(Collected data entries)
============
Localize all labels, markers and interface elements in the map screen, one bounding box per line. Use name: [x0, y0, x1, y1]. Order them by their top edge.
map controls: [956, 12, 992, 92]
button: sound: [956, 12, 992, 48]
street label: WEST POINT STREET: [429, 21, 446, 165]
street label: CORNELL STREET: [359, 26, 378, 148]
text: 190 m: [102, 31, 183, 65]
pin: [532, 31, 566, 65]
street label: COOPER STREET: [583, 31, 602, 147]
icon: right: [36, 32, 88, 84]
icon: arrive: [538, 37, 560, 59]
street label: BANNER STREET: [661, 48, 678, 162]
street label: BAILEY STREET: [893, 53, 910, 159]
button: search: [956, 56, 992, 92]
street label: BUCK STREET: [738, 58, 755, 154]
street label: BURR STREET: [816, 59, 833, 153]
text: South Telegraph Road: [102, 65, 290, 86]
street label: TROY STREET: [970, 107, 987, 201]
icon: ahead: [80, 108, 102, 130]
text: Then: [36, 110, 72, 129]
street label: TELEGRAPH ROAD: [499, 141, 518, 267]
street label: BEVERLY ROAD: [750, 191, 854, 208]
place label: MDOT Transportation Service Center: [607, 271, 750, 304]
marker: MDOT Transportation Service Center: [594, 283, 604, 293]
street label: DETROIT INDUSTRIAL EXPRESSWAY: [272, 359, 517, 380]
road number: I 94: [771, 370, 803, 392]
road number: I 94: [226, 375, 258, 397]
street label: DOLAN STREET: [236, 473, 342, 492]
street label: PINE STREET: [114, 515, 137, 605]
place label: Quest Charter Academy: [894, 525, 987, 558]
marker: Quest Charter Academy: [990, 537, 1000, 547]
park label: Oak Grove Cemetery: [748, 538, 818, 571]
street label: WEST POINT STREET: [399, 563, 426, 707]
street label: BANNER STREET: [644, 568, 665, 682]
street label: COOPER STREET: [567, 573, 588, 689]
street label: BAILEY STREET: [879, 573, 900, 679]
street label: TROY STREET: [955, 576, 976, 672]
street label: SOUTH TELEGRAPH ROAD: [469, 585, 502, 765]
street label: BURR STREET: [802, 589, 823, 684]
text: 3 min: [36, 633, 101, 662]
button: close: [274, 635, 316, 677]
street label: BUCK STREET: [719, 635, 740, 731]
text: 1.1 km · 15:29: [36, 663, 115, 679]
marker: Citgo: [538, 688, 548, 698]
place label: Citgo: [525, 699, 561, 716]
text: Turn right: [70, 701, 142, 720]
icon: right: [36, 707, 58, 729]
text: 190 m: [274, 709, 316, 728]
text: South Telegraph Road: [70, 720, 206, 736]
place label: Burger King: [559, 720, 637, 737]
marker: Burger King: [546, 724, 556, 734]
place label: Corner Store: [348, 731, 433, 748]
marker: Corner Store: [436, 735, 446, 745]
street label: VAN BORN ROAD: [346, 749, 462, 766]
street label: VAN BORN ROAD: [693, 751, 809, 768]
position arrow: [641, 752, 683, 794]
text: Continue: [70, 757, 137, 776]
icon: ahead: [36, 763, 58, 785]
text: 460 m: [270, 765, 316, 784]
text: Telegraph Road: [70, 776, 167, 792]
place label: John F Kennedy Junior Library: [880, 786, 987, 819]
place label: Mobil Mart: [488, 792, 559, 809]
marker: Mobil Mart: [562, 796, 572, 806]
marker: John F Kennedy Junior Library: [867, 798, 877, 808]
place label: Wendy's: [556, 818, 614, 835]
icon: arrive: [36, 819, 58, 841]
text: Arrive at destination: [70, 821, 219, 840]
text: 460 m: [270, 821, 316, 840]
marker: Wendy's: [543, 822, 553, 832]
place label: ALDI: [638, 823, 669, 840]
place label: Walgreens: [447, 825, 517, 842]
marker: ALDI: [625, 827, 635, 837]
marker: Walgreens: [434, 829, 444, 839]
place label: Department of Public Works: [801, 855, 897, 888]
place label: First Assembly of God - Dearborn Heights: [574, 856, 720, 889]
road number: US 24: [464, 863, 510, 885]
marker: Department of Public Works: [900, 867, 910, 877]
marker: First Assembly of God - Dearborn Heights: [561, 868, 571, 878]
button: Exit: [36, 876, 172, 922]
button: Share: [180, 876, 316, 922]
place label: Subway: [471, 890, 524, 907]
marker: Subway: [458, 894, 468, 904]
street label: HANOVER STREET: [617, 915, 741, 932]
============
■ **Problem statement**: An exact copy of every line above is what this asks for.

■ **Answer area**:
Localize all labels, markers and interface elements in the map screen, one bounding box per line. Use name: [x0, y0, x1, y1]. Order them by their top edge.
map controls: [956, 12, 992, 92]
button: sound: [956, 12, 992, 48]
street label: WEST POINT STREET: [429, 21, 446, 165]
street label: CORNELL STREET: [359, 26, 378, 148]
text: 190 m: [102, 31, 183, 65]
pin: [532, 31, 566, 65]
street label: COOPER STREET: [583, 31, 602, 147]
icon: right: [36, 32, 88, 84]
icon: arrive: [538, 37, 560, 59]
street label: BANNER STREET: [661, 48, 678, 162]
street label: BAILEY STREET: [893, 53, 910, 159]
button: search: [956, 56, 992, 92]
street label: BUCK STREET: [738, 58, 755, 154]
street label: BURR STREET: [816, 59, 833, 153]
text: South Telegraph Road: [102, 65, 290, 86]
street label: TROY STREET: [970, 107, 987, 201]
icon: ahead: [80, 108, 102, 130]
text: Then: [36, 110, 72, 129]
street label: TELEGRAPH ROAD: [499, 141, 518, 267]
street label: BEVERLY ROAD: [750, 191, 854, 208]
place label: MDOT Transportation Service Center: [607, 271, 750, 304]
marker: MDOT Transportation Service Center: [594, 283, 604, 293]
street label: DETROIT INDUSTRIAL EXPRESSWAY: [272, 359, 517, 380]
road number: I 94: [771, 370, 803, 392]
road number: I 94: [226, 375, 258, 397]
street label: DOLAN STREET: [236, 473, 342, 492]
street label: PINE STREET: [114, 515, 137, 605]
place label: Quest Charter Academy: [894, 525, 987, 558]
marker: Quest Charter Academy: [990, 537, 1000, 547]
park label: Oak Grove Cemetery: [748, 538, 818, 571]
street label: WEST POINT STREET: [399, 563, 426, 707]
street label: BANNER STREET: [644, 568, 665, 682]
street label: COOPER STREET: [567, 573, 588, 689]
street label: BAILEY STREET: [879, 573, 900, 679]
street label: TROY STREET: [955, 576, 976, 672]
street label: SOUTH TELEGRAPH ROAD: [469, 585, 502, 765]
street label: BURR STREET: [802, 589, 823, 684]
text: 3 min: [36, 633, 101, 662]
button: close: [274, 635, 316, 677]
street label: BUCK STREET: [719, 635, 740, 731]
text: 1.1 km · 15:29: [36, 663, 115, 679]
marker: Citgo: [538, 688, 548, 698]
place label: Citgo: [525, 699, 561, 716]
text: Turn right: [70, 701, 142, 720]
icon: right: [36, 707, 58, 729]
text: 190 m: [274, 709, 316, 728]
text: South Telegraph Road: [70, 720, 206, 736]
place label: Burger King: [559, 720, 637, 737]
marker: Burger King: [546, 724, 556, 734]
place label: Corner Store: [348, 731, 433, 748]
marker: Corner Store: [436, 735, 446, 745]
street label: VAN BORN ROAD: [346, 749, 462, 766]
street label: VAN BORN ROAD: [693, 751, 809, 768]
position arrow: [641, 752, 683, 794]
text: Continue: [70, 757, 137, 776]
icon: ahead: [36, 763, 58, 785]
text: 460 m: [270, 765, 316, 784]
text: Telegraph Road: [70, 776, 167, 792]
place label: John F Kennedy Junior Library: [880, 786, 987, 819]
place label: Mobil Mart: [488, 792, 559, 809]
marker: Mobil Mart: [562, 796, 572, 806]
marker: John F Kennedy Junior Library: [867, 798, 877, 808]
place label: Wendy's: [556, 818, 614, 835]
icon: arrive: [36, 819, 58, 841]
text: Arrive at destination: [70, 821, 219, 840]
text: 460 m: [270, 821, 316, 840]
marker: Wendy's: [543, 822, 553, 832]
place label: ALDI: [638, 823, 669, 840]
place label: Walgreens: [447, 825, 517, 842]
marker: ALDI: [625, 827, 635, 837]
marker: Walgreens: [434, 829, 444, 839]
place label: Department of Public Works: [801, 855, 897, 888]
place label: First Assembly of God - Dearborn Heights: [574, 856, 720, 889]
road number: US 24: [464, 863, 510, 885]
marker: Department of Public Works: [900, 867, 910, 877]
marker: First Assembly of God - Dearborn Heights: [561, 868, 571, 878]
button: Exit: [36, 876, 172, 922]
button: Share: [180, 876, 316, 922]
place label: Subway: [471, 890, 524, 907]
marker: Subway: [458, 894, 468, 904]
street label: HANOVER STREET: [617, 915, 741, 932]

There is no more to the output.